## What is being asked:
Return, from the data below, each line that contains the word "border".

## Supplied records:
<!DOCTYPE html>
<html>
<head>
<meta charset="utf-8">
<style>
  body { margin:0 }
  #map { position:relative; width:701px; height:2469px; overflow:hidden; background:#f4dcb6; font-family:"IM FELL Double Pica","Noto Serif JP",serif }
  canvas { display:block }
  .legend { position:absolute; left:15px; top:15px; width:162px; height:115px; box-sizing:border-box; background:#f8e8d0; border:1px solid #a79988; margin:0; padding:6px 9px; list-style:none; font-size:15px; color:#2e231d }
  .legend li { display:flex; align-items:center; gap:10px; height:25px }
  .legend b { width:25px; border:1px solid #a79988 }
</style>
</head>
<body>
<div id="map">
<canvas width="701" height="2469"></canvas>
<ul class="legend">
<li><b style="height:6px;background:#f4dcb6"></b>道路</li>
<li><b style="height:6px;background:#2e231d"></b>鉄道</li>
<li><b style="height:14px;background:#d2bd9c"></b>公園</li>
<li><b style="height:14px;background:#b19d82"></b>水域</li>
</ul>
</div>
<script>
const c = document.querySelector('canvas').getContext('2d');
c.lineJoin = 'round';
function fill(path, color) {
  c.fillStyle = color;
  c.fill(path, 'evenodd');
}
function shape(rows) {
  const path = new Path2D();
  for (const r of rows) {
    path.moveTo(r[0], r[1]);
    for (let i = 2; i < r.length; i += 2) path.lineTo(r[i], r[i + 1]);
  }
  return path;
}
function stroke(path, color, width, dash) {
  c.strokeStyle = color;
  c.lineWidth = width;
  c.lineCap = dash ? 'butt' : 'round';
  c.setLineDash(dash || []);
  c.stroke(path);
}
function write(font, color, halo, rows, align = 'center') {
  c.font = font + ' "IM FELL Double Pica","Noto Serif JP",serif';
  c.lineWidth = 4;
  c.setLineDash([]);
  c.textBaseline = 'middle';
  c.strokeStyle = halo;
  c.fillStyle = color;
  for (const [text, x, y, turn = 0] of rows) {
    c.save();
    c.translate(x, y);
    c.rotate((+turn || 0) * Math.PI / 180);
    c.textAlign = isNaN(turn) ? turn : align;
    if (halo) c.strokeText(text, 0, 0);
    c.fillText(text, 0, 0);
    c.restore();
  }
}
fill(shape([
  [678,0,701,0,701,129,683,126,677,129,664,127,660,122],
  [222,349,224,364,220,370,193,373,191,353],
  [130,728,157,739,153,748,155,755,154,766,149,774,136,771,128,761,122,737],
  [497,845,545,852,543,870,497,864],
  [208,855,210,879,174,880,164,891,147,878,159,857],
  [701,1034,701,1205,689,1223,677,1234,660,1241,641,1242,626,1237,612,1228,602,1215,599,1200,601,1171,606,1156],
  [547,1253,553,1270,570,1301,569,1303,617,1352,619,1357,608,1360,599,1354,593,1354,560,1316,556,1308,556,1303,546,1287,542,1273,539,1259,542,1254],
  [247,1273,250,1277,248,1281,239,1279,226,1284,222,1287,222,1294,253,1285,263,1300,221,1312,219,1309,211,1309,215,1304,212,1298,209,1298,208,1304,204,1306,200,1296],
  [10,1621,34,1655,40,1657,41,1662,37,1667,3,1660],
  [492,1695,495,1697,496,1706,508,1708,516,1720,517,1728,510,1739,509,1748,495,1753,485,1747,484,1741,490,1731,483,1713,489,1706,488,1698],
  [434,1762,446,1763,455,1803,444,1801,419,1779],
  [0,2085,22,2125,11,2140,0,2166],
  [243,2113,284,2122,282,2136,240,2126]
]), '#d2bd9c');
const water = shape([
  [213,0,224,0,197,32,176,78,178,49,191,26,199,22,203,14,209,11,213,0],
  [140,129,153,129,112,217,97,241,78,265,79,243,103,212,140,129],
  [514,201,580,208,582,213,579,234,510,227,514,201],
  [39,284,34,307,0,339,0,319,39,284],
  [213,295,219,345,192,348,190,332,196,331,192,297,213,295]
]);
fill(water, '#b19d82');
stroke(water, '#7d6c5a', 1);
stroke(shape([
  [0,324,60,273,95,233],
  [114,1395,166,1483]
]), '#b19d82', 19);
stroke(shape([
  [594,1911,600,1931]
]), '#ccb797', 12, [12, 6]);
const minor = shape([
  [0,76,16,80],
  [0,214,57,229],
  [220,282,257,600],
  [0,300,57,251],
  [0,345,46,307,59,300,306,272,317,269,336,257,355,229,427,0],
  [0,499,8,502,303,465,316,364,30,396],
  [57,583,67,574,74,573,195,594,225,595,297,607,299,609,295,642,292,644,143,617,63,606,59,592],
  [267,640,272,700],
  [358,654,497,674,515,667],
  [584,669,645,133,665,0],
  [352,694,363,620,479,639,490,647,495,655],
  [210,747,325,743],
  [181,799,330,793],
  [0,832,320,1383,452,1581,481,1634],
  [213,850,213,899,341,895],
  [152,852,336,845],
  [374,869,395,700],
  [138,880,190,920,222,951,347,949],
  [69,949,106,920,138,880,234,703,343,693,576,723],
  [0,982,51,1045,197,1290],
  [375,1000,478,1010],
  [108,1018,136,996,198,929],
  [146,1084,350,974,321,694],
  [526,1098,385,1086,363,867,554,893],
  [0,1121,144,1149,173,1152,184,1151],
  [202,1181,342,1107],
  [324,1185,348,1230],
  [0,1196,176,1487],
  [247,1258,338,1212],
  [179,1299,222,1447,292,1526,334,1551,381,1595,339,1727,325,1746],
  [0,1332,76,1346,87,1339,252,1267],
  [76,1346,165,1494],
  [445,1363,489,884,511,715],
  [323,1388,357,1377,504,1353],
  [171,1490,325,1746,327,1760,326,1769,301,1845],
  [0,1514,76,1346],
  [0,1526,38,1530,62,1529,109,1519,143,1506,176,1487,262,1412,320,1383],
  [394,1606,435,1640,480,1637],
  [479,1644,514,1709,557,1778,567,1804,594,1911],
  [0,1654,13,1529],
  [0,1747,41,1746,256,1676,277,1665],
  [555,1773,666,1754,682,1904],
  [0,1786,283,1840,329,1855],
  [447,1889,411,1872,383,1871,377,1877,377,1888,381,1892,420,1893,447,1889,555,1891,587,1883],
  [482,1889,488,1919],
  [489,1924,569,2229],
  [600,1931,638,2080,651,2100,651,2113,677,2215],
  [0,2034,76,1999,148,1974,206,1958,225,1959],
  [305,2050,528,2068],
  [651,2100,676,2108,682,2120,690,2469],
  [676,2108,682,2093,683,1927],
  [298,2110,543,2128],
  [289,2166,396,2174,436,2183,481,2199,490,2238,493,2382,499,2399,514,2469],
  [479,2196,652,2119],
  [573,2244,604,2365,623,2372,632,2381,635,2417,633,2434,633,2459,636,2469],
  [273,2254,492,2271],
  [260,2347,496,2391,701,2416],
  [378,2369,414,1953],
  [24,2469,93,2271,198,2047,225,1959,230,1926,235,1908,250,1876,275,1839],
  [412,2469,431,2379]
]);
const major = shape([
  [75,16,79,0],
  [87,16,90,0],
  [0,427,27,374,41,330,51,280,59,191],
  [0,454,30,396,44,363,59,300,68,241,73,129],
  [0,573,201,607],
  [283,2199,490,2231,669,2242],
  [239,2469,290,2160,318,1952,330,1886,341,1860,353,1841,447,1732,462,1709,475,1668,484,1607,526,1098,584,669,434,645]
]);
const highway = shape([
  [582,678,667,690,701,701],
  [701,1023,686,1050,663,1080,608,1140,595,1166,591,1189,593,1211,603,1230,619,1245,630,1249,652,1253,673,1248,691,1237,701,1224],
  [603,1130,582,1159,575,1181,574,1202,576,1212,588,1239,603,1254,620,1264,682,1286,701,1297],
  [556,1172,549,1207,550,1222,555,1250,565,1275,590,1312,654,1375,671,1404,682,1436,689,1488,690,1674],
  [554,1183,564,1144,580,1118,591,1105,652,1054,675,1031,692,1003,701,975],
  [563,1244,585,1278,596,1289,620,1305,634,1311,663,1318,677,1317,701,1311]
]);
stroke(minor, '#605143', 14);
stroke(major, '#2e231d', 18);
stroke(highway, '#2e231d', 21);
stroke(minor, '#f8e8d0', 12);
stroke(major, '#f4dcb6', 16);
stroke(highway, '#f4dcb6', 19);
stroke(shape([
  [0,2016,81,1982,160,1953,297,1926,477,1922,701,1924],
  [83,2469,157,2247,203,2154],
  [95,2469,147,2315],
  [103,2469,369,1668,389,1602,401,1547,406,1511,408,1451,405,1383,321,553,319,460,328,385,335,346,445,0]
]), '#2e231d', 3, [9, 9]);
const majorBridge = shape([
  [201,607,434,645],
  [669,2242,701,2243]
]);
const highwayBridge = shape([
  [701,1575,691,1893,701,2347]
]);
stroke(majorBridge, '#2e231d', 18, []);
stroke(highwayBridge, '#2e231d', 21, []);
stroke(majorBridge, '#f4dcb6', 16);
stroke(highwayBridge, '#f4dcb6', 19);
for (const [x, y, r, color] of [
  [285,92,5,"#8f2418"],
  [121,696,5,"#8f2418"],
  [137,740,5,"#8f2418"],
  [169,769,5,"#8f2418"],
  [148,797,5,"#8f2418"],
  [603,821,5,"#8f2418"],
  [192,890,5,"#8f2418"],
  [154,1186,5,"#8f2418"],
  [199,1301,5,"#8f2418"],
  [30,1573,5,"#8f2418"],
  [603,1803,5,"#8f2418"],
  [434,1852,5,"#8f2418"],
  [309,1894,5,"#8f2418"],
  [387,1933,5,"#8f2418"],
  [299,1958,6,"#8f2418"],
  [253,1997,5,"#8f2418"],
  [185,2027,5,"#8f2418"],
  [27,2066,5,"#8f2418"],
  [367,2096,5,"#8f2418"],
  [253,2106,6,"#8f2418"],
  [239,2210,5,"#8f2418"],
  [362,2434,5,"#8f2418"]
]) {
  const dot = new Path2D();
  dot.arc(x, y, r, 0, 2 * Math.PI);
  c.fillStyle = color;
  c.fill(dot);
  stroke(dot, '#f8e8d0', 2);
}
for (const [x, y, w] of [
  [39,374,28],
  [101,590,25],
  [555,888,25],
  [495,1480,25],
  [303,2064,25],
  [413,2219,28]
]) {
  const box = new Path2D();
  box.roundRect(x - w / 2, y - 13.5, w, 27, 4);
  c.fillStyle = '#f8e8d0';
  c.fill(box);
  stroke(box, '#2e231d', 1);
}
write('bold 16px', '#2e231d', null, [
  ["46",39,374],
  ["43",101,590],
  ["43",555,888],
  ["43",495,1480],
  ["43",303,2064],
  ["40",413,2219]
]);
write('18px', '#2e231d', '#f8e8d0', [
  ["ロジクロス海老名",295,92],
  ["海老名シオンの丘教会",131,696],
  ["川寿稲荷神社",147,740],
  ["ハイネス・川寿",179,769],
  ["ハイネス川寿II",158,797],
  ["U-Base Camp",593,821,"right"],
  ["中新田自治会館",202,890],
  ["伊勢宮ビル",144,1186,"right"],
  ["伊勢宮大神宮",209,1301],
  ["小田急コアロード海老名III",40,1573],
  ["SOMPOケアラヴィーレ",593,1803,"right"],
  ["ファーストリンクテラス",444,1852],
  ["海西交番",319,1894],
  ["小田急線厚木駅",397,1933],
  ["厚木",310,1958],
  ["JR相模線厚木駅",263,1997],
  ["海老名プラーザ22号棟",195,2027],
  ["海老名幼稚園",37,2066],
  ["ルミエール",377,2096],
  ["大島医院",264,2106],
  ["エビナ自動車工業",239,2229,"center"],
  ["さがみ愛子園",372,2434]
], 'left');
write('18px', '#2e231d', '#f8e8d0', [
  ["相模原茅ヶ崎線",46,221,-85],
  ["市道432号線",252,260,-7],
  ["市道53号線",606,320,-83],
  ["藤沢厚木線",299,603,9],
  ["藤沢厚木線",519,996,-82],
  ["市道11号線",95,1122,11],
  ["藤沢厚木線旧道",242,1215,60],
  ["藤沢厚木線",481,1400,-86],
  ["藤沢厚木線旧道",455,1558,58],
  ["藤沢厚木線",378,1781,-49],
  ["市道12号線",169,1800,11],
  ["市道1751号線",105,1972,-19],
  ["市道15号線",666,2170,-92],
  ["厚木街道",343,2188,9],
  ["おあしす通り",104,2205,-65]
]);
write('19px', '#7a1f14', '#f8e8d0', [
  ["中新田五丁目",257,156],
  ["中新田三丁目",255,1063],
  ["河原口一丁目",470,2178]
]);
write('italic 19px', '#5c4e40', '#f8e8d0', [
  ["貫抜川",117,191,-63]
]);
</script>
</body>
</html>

## Output below:
  .legend { position:absolute; left:15px; top:15px; width:162px; height:115px; box-sizing:border-box; background:#f8e8d0; border:1px solid #a79988; margin:0; padding:6px 9px; list-style:none; font-size:15px; color:#2e231d }
  .legend b { width:25px; border:1px solid #a79988 }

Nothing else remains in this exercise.